So say I've got a big complicated multistep form process that I wanna, you know, automate for testing purposes and things like that that might have, like, some external authentication that it needs to get into. Is that something that Puppeteer and and Playwright can do? Do I need to write that code line by line to automate all that? So, one one one thing that it's pretty neat in so if you don't do it and for me, if you do end to end testing, go to Playwright because, their their goal is end to end testing. So, even if it's non binary.
Now if you do end to end testing, go to Playwright because they're thinking about that. They have really good resources. So Playwright has a code generate code generator. So you have a recorder. So you can open a recorder in Playwright, and it you say, okay.
I want to generate bounded code based on on on that. So they will open a browser. They will open a recorder, and then you would act on the page, and it will record. It will try to record it. It's best.
You know, maybe you you then have to go and and tweak that, but they will they will create a really good, test, from from what you are doing in your in the website. So it's a good way to to start, working with with the playwright with the playwright, and you learn how things work. You know? So the recordings, it's pretty cool. Can I handle oh, go ahead, Mark?
Sorry. Can I create essentially, like, something that waits for a value or an event to occur, like a click or a field to be filled out or a password to be entered or something like that? Can I, in other words, create, like, a a maybe a script that would be interactive in some way? Okay. I got you.
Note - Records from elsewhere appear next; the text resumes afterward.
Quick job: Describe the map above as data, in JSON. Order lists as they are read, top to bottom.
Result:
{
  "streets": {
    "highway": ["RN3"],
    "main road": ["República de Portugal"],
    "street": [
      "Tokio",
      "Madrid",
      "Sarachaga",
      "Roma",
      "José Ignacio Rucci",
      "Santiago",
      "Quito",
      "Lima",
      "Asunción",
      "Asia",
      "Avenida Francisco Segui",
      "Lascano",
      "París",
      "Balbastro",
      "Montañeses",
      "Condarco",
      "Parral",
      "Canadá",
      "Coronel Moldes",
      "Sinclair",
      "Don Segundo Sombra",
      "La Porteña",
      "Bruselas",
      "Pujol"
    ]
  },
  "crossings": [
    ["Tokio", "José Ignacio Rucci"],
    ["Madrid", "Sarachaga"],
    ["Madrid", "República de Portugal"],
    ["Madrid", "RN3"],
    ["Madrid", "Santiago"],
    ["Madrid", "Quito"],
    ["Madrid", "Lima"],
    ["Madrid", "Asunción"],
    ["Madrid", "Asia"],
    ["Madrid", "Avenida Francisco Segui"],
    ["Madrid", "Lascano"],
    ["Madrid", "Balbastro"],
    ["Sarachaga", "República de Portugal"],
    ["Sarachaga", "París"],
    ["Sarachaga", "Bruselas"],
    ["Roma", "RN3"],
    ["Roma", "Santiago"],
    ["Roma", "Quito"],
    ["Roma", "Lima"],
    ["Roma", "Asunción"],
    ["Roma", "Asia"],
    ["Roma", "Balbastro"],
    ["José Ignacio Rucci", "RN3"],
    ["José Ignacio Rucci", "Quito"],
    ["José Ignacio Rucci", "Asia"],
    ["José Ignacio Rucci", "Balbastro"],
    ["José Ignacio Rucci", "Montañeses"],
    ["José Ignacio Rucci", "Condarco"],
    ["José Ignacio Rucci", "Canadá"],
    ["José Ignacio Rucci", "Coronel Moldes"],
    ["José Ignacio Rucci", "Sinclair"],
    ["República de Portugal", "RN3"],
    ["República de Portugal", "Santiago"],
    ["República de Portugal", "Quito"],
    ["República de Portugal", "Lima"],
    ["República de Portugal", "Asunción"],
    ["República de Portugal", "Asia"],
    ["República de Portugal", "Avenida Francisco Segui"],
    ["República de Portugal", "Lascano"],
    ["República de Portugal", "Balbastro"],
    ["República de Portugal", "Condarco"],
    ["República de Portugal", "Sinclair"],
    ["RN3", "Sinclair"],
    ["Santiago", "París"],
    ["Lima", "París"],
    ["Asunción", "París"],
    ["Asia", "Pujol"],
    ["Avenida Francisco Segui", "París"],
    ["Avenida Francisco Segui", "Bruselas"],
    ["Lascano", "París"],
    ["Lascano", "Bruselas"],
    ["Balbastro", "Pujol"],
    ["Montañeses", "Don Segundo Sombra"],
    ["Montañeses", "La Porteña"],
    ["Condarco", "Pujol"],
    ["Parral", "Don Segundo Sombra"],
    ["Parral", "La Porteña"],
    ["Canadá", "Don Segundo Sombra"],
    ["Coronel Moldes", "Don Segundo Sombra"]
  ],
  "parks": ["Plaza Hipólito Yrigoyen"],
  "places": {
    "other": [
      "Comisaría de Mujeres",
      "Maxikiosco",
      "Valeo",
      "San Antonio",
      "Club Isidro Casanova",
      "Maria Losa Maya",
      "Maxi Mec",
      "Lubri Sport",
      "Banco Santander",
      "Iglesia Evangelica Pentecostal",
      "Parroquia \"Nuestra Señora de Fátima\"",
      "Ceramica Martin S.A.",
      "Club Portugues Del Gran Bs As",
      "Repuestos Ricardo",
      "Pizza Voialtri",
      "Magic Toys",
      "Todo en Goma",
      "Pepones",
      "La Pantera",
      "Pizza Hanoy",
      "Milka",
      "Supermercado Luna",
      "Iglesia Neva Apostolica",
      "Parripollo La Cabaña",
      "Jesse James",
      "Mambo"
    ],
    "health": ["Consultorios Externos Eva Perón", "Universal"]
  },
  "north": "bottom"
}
So let me go back a little. One one cool difference different, with Playwright compared to Puppeteer. So, again, Puppeteer is browser automation. You type, send the type, and that's it. You click, you should you click, and that's it.
Playwright as is thought for testing, they have auto waiting, and it's pretty cool. So if you say, well, I want to click on the same button. What if the button's not there yet? So playwright will fail. You know, it's like, you tell me to click.
I tried to click. The element is not there. I'm so sorry. Playwright will retry, for 30 seconds till the element is till the element is it's there. It's visible, and it's actionable.
It's, it's enabled and it's editable in case of typing. So that was maybe the first thing. I think you're you're thinking maybe something about interaction with a user that sees the browser. Right? Yeah.
Like somebody who's gonna maybe be, either the the user's going to do it or maybe there's something else that's that I'm making a call to that's gonna take some time to get some data, but I want the script to continue once the data has been entered or something along those lines. Maybe I'm just imagining some other process in another thread, and I'm waiting for that to finish, or maybe a human entering, like I say, a password or some authentication kind of thing to get past that. I'm just Yeah. That's Lot of lot Lot of lot of, both Playwright and Puppeteer, they have, well, 1st Playwright has has auto waiting, so you can wait till a grid is there. You can wait till no.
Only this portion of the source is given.